## Task requirements
Transcribe all the data, leaving each word as it is.

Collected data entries
————————

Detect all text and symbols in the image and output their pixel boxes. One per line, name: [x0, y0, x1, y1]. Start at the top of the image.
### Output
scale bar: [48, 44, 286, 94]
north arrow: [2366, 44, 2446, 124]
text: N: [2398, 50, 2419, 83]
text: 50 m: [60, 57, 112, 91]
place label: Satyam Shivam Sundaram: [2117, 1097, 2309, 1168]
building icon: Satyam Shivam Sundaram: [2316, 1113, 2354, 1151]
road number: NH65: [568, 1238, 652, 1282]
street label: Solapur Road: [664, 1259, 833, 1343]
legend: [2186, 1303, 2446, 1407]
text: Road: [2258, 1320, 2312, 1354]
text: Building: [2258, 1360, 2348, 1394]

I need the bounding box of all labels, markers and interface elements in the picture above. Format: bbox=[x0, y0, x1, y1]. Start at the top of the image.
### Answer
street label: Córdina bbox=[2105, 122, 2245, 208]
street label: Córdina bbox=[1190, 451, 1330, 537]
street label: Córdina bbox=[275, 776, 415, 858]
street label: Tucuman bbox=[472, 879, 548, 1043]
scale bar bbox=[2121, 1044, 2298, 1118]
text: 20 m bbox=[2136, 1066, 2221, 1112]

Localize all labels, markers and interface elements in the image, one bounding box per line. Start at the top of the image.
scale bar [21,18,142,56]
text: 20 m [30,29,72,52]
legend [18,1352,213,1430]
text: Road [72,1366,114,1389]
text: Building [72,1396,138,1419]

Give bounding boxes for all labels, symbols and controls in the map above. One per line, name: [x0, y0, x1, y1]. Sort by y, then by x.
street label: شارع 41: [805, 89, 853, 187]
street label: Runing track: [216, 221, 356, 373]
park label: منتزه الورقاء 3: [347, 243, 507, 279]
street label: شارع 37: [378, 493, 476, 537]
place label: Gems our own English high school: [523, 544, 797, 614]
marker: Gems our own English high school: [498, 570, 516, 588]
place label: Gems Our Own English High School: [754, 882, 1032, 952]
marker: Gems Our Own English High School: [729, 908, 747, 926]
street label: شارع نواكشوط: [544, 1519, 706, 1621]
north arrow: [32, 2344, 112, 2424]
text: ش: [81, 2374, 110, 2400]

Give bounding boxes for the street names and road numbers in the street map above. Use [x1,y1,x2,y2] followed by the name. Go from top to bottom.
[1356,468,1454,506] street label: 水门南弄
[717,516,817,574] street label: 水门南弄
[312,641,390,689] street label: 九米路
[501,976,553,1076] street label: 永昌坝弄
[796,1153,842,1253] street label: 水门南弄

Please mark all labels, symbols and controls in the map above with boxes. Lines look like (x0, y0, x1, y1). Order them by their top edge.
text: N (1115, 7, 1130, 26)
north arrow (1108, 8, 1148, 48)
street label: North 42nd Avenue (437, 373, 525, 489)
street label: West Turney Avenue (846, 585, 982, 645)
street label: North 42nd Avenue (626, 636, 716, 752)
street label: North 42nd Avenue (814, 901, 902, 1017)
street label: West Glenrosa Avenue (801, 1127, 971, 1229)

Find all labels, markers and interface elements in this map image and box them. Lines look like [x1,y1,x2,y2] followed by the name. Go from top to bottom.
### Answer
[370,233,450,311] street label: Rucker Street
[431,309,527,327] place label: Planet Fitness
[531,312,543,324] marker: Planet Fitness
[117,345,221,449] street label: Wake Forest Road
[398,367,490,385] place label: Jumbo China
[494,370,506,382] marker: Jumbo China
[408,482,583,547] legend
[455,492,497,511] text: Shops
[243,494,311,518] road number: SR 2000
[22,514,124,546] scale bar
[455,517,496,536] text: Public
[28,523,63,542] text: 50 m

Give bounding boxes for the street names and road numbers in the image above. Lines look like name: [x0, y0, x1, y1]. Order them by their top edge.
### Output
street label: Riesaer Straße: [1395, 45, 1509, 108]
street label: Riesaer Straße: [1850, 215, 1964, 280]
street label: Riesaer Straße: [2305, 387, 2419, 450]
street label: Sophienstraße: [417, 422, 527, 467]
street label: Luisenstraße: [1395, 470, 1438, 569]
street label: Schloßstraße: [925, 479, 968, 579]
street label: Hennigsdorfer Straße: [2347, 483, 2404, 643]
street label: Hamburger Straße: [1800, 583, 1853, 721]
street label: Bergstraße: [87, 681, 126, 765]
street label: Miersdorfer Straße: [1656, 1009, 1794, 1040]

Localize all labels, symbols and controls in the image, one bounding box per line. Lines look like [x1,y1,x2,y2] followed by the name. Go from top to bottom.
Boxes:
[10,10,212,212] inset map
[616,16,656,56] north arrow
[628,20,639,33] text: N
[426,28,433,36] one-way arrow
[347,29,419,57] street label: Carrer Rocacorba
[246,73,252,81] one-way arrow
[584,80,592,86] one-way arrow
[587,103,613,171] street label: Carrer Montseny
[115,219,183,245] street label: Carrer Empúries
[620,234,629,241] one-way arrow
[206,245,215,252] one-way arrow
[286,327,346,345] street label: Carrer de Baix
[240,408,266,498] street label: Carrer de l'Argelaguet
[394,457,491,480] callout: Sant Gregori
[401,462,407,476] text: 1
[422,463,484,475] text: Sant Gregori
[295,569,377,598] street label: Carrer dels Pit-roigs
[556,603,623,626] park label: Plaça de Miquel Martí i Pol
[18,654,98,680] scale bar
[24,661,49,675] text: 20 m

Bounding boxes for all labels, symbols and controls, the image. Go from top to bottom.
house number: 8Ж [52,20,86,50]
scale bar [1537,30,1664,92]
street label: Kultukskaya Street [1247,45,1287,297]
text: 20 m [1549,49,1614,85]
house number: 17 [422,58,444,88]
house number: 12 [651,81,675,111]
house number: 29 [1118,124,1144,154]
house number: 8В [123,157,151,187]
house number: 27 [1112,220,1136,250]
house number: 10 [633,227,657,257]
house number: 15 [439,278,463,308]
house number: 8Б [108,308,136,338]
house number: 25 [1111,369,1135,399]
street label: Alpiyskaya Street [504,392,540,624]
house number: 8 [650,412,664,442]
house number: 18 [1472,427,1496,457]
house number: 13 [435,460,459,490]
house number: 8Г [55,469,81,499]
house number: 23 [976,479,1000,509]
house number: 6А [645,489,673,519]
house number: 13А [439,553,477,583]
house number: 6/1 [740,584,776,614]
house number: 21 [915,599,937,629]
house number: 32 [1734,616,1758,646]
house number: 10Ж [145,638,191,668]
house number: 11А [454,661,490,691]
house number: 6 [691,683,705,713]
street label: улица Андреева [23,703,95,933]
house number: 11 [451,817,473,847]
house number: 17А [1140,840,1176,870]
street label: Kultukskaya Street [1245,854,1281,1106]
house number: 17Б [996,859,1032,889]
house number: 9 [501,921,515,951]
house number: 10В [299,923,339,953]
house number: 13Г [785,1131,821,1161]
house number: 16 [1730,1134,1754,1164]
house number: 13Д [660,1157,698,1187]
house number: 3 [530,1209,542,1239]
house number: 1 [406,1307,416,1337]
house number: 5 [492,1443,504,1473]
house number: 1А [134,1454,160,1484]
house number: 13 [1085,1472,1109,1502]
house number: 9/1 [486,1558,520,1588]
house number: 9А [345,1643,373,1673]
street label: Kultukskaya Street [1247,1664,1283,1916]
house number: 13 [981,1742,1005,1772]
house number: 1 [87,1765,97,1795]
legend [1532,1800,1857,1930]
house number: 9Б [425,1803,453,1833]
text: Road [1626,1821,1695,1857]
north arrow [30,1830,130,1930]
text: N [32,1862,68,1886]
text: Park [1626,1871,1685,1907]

————————

## Finished exercise
Detect all text and symbols in the image and output their pixel boxes. One per line, name: [x0, y0, x1, y1]. Start at the top of the image.
### Output
scale bar: [48, 44, 286, 94]
north arrow: [2366, 44, 2446, 124]
text: N: [2398, 50, 2419, 83]
text: 50 m: [60, 57, 112, 91]
place label: Satyam Shivam Sundaram: [2117, 1097, 2309, 1168]
building icon: Satyam Shivam Sundaram: [2316, 1113, 2354, 1151]
road number: NH65: [568, 1238, 652, 1282]
street label: Solapur Road: [664, 1259, 833, 1343]
legend: [2186, 1303, 2446, 1407]
text: Road: [2258, 1320, 2312, 1354]
text: Building: [2258, 1360, 2348, 1394]

I need the bounding box of all labels, markers and interface elements in the picture above. Format: bbox=[x0, y0, x1, y1]. Start at the top of the image.
### Answer
street label: Córdina bbox=[2105, 122, 2245, 208]
street label: Córdina bbox=[1190, 451, 1330, 537]
street label: Córdina bbox=[275, 776, 415, 858]
street label: Tucuman bbox=[472, 879, 548, 1043]
scale bar bbox=[2121, 1044, 2298, 1118]
text: 20 m bbox=[2136, 1066, 2221, 1112]

Localize all labels, markers and interface elements in the image, one bounding box per line. Start at the top of the image.
scale bar [21,18,142,56]
text: 20 m [30,29,72,52]
legend [18,1352,213,1430]
text: Road [72,1366,114,1389]
text: Building [72,1396,138,1419]

Give bounding boxes for all labels, symbols and controls in the map above. One per line, name: [x0, y0, x1, y1]. Sort by y, then by x.
street label: شارع 41: [805, 89, 853, 187]
street label: Runing track: [216, 221, 356, 373]
park label: منتزه الورقاء 3: [347, 243, 507, 279]
street label: شارع 37: [378, 493, 476, 537]
place label: Gems our own English high school: [523, 544, 797, 614]
marker: Gems our own English high school: [498, 570, 516, 588]
place label: Gems Our Own English High School: [754, 882, 1032, 952]
marker: Gems Our Own English High School: [729, 908, 747, 926]
street label: شارع نواكشوط: [544, 1519, 706, 1621]
north arrow: [32, 2344, 112, 2424]
text: ش: [81, 2374, 110, 2400]

Give bounding boxes for the street names and road numbers in the street map above. Use [x1,y1,x2,y2] followed by the name. Go from top to bottom.
[1356,468,1454,506] street label: 水门南弄
[717,516,817,574] street label: 水门南弄
[312,641,390,689] street label: 九米路
[501,976,553,1076] street label: 永昌坝弄
[796,1153,842,1253] street label: 水门南弄

Please mark all labels, symbols and controls in the map above with boxes. Lines look like (x0, y0, x1, y1). Order them by their top edge.
text: N (1115, 7, 1130, 26)
north arrow (1108, 8, 1148, 48)
street label: North 42nd Avenue (437, 373, 525, 489)
street label: West Turney Avenue (846, 585, 982, 645)
street label: North 42nd Avenue (626, 636, 716, 752)
street label: North 42nd Avenue (814, 901, 902, 1017)
street label: West Glenrosa Avenue (801, 1127, 971, 1229)

Find all labels, markers and interface elements in this map image and box them. Lines look like [x1,y1,x2,y2] followed by the name. Go from top to bottom.
### Answer
[370,233,450,311] street label: Rucker Street
[431,309,527,327] place label: Planet Fitness
[531,312,543,324] marker: Planet Fitness
[117,345,221,449] street label: Wake Forest Road
[398,367,490,385] place label: Jumbo China
[494,370,506,382] marker: Jumbo China
[408,482,583,547] legend
[455,492,497,511] text: Shops
[243,494,311,518] road number: SR 2000
[22,514,124,546] scale bar
[455,517,496,536] text: Public
[28,523,63,542] text: 50 m

Give bounding boxes for the street names and road numbers in the image above. Lines look like name: [x0, y0, x1, y1]. Order them by their top edge.
### Output
street label: Riesaer Straße: [1395, 45, 1509, 108]
street label: Riesaer Straße: [1850, 215, 1964, 280]
street label: Riesaer Straße: [2305, 387, 2419, 450]
street label: Sophienstraße: [417, 422, 527, 467]
street label: Luisenstraße: [1395, 470, 1438, 569]
street label: Schloßstraße: [925, 479, 968, 579]
street label: Hennigsdorfer Straße: [2347, 483, 2404, 643]
street label: Hamburger Straße: [1800, 583, 1853, 721]
street label: Bergstraße: [87, 681, 126, 765]
street label: Miersdorfer Straße: [1656, 1009, 1794, 1040]

Localize all labels, symbols and controls in the image, one bounding box per line. Lines look like [x1,y1,x2,y2] followed by the name. Go from top to bottom.
Boxes:
[10,10,212,212] inset map
[616,16,656,56] north arrow
[628,20,639,33] text: N
[426,28,433,36] one-way arrow
[347,29,419,57] street label: Carrer Rocacorba
[246,73,252,81] one-way arrow
[584,80,592,86] one-way arrow
[587,103,613,171] street label: Carrer Montseny
[115,219,183,245] street label: Carrer Empúries
[620,234,629,241] one-way arrow
[206,245,215,252] one-way arrow
[286,327,346,345] street label: Carrer de Baix
[240,408,266,498] street label: Carrer de l'Argelaguet
[394,457,491,480] callout: Sant Gregori
[401,462,407,476] text: 1
[422,463,484,475] text: Sant Gregori
[295,569,377,598] street label: Carrer dels Pit-roigs
[556,603,623,626] park label: Plaça de Miquel Martí i Pol
[18,654,98,680] scale bar
[24,661,49,675] text: 20 m

Bounding boxes for all labels, symbols and controls, the image. Go from top to bottom.
house number: 8Ж [52,20,86,50]
scale bar [1537,30,1664,92]
street label: Kultukskaya Street [1247,45,1287,297]
text: 20 m [1549,49,1614,85]
house number: 17 [422,58,444,88]
house number: 12 [651,81,675,111]
house number: 29 [1118,124,1144,154]
house number: 8В [123,157,151,187]
house number: 27 [1112,220,1136,250]
house number: 10 [633,227,657,257]
house number: 15 [439,278,463,308]
house number: 8Б [108,308,136,338]
house number: 25 [1111,369,1135,399]
street label: Alpiyskaya Street [504,392,540,624]
house number: 8 [650,412,664,442]
house number: 18 [1472,427,1496,457]
house number: 13 [435,460,459,490]
house number: 8Г [55,469,81,499]
house number: 23 [976,479,1000,509]
house number: 6А [645,489,673,519]
house number: 13А [439,553,477,583]
house number: 6/1 [740,584,776,614]
house number: 21 [915,599,937,629]
house number: 32 [1734,616,1758,646]
house number: 10Ж [145,638,191,668]
house number: 11А [454,661,490,691]
house number: 6 [691,683,705,713]
street label: улица Андреева [23,703,95,933]
house number: 11 [451,817,473,847]
house number: 17А [1140,840,1176,870]
street label: Kultukskaya Street [1245,854,1281,1106]
house number: 17Б [996,859,1032,889]
house number: 9 [501,921,515,951]
house number: 10В [299,923,339,953]
house number: 13Г [785,1131,821,1161]
house number: 16 [1730,1134,1754,1164]
house number: 13Д [660,1157,698,1187]
house number: 3 [530,1209,542,1239]
house number: 1 [406,1307,416,1337]
house number: 5 [492,1443,504,1473]
house number: 1А [134,1454,160,1484]
house number: 13 [1085,1472,1109,1502]
house number: 9/1 [486,1558,520,1588]
house number: 9А [345,1643,373,1673]
street label: Kultukskaya Street [1247,1664,1283,1916]
house number: 13 [981,1742,1005,1772]
house number: 1 [87,1765,97,1795]
legend [1532,1800,1857,1930]
house number: 9Б [425,1803,453,1833]
text: Road [1626,1821,1695,1857]
north arrow [30,1830,130,1930]
text: N [32,1862,68,1886]
text: Park [1626,1871,1685,1907]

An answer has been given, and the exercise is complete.